Thoughts were telling me this is a dangerous world, filled with unfathomable misery and torment. When the thoughts were still, as if by magic, the anxiety was also gone. What a revelation. Something I had intellectually embraced years ago, but had not experienced on a deeper level until the darkness and anxiety-filled doubt gave enough contrast to actually experience it. Instead of trying to free myself from the negative thoughts and unimaginable outcomes of projection, I was learning to simply watch them and see them for what they are: nothing but thoughts, thoughts so real they had me believing I was something other than the profound peace that comes when I am silent and experience the peace that passes all understanding. And the best way to silence my thoughts is to simply watch them without becoming them.


How often I have preached this in my yoga class, for what is Hatha yoga other than the ability to achieve pure freedom by awakening to the inner witness, that aspect of self that observes the body without identifying itself with it; watching the sensations asana produces and observing the breath with the detachment of a scientist watching an experiment knowing he is not the experiment, not the observer


Oddly enough, when the physical illness passed, and the mental anguish dissipated, I found myself, missing those feelings of anxiety that constantly urged me to go within and dwell on thoughts God would have me have, and not those born of the fear itself. My bouts of anxiety had worked like policemen, warning me constantly not to go in that direction. Then, as the Light in me became stronger, the police force disbanded and I was left to my own devices, which were still pretty weak.

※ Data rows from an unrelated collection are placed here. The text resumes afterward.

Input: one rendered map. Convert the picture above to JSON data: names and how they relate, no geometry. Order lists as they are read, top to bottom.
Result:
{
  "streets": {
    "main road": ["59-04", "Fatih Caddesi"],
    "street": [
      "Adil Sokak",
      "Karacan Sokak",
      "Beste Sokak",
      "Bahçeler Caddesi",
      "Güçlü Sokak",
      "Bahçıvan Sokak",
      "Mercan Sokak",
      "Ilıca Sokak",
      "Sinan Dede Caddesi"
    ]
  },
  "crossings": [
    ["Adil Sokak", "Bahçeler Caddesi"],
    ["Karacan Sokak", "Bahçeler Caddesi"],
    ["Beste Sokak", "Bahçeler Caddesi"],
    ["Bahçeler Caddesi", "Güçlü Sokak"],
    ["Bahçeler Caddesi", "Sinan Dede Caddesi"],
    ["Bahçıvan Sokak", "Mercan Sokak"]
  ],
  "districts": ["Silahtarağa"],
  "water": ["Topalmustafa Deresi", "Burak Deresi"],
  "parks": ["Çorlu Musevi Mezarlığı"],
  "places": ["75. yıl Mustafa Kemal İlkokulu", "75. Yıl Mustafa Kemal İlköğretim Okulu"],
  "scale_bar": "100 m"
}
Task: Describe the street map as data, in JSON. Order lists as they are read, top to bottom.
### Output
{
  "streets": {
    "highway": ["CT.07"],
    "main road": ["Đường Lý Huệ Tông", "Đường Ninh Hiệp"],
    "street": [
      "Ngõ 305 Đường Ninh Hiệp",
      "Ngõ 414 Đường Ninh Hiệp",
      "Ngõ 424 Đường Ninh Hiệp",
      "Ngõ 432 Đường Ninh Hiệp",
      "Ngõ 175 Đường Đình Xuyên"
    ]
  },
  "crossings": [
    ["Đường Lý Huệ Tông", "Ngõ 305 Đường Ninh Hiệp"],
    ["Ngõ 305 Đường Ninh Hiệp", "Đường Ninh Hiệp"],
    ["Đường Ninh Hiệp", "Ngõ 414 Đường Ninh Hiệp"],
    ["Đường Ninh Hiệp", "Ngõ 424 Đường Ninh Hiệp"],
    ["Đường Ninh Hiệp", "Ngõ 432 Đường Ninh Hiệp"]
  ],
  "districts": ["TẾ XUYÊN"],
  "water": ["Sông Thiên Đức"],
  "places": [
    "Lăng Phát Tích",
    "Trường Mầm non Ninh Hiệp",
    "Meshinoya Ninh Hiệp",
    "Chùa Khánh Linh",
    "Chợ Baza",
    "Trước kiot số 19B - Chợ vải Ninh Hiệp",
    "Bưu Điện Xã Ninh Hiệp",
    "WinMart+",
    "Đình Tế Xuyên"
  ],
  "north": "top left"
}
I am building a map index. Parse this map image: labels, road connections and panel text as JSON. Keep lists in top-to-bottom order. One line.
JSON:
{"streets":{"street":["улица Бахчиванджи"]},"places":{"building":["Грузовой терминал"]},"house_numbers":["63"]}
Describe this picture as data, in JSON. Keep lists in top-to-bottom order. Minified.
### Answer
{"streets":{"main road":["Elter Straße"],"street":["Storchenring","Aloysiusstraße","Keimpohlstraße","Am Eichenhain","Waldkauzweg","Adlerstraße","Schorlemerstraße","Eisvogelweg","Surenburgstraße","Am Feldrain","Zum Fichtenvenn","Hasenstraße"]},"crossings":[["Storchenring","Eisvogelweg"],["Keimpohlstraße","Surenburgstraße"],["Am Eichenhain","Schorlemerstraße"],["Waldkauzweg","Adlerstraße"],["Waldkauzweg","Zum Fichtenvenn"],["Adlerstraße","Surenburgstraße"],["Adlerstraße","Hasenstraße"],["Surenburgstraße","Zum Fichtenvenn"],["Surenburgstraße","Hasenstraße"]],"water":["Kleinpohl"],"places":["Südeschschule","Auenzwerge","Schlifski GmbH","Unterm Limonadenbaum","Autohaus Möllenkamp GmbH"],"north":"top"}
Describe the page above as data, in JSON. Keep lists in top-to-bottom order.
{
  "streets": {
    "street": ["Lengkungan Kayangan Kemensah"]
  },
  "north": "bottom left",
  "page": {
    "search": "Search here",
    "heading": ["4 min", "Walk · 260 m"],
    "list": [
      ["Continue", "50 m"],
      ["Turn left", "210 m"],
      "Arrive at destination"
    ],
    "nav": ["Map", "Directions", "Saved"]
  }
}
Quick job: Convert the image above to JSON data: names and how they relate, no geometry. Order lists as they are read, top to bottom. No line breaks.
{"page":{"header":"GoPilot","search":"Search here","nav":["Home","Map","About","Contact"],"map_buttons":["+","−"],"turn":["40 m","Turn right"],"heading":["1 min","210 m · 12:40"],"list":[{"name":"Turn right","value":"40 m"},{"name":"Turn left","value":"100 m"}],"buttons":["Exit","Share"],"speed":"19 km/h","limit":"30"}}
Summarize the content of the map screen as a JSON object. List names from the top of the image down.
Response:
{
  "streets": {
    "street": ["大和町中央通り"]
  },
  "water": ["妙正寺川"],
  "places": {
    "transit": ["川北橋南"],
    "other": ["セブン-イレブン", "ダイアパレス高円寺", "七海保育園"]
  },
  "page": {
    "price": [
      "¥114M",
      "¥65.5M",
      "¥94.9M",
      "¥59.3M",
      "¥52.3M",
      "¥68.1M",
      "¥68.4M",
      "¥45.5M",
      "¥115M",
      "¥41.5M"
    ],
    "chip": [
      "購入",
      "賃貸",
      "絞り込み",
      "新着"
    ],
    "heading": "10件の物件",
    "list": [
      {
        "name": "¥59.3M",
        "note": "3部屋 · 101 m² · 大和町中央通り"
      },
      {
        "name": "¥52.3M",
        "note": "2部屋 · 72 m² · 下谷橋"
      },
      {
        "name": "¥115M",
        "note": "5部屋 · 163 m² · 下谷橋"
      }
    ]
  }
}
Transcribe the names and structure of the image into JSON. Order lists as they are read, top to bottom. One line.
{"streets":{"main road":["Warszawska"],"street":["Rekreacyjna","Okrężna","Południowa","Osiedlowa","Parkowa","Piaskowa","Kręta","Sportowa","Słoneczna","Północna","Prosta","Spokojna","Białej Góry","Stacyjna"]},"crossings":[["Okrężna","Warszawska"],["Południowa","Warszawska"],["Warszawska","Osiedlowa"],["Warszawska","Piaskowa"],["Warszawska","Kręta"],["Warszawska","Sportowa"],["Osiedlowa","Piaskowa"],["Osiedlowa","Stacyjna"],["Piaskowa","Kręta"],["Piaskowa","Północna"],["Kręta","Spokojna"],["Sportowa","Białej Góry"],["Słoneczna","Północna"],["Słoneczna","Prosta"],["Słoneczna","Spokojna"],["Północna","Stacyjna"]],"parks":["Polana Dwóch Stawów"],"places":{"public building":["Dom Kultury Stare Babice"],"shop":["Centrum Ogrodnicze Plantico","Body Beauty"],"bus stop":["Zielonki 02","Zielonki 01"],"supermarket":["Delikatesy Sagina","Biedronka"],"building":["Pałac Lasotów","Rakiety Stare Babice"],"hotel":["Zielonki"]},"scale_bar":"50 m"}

With the onslaught of The coronavirus, the police force is back in action. As I look out into the work, I am reminded, minute for minute how necessary it is not to drop into fear, but affirm that which I know to be true. If I don’t, if I allow my fear thoughts to win out, salvation is impossible.  

These are scary times, but only if you give in to the temptation to believe you are only a body, born of fear in a world that supports the idea of death, separation, and loss.

Keep telling yourself, over and over again, that you are a thought of God, not a thought of your ego. And do that with the focus of someone in a handstand on the edge of the Grand Canyon.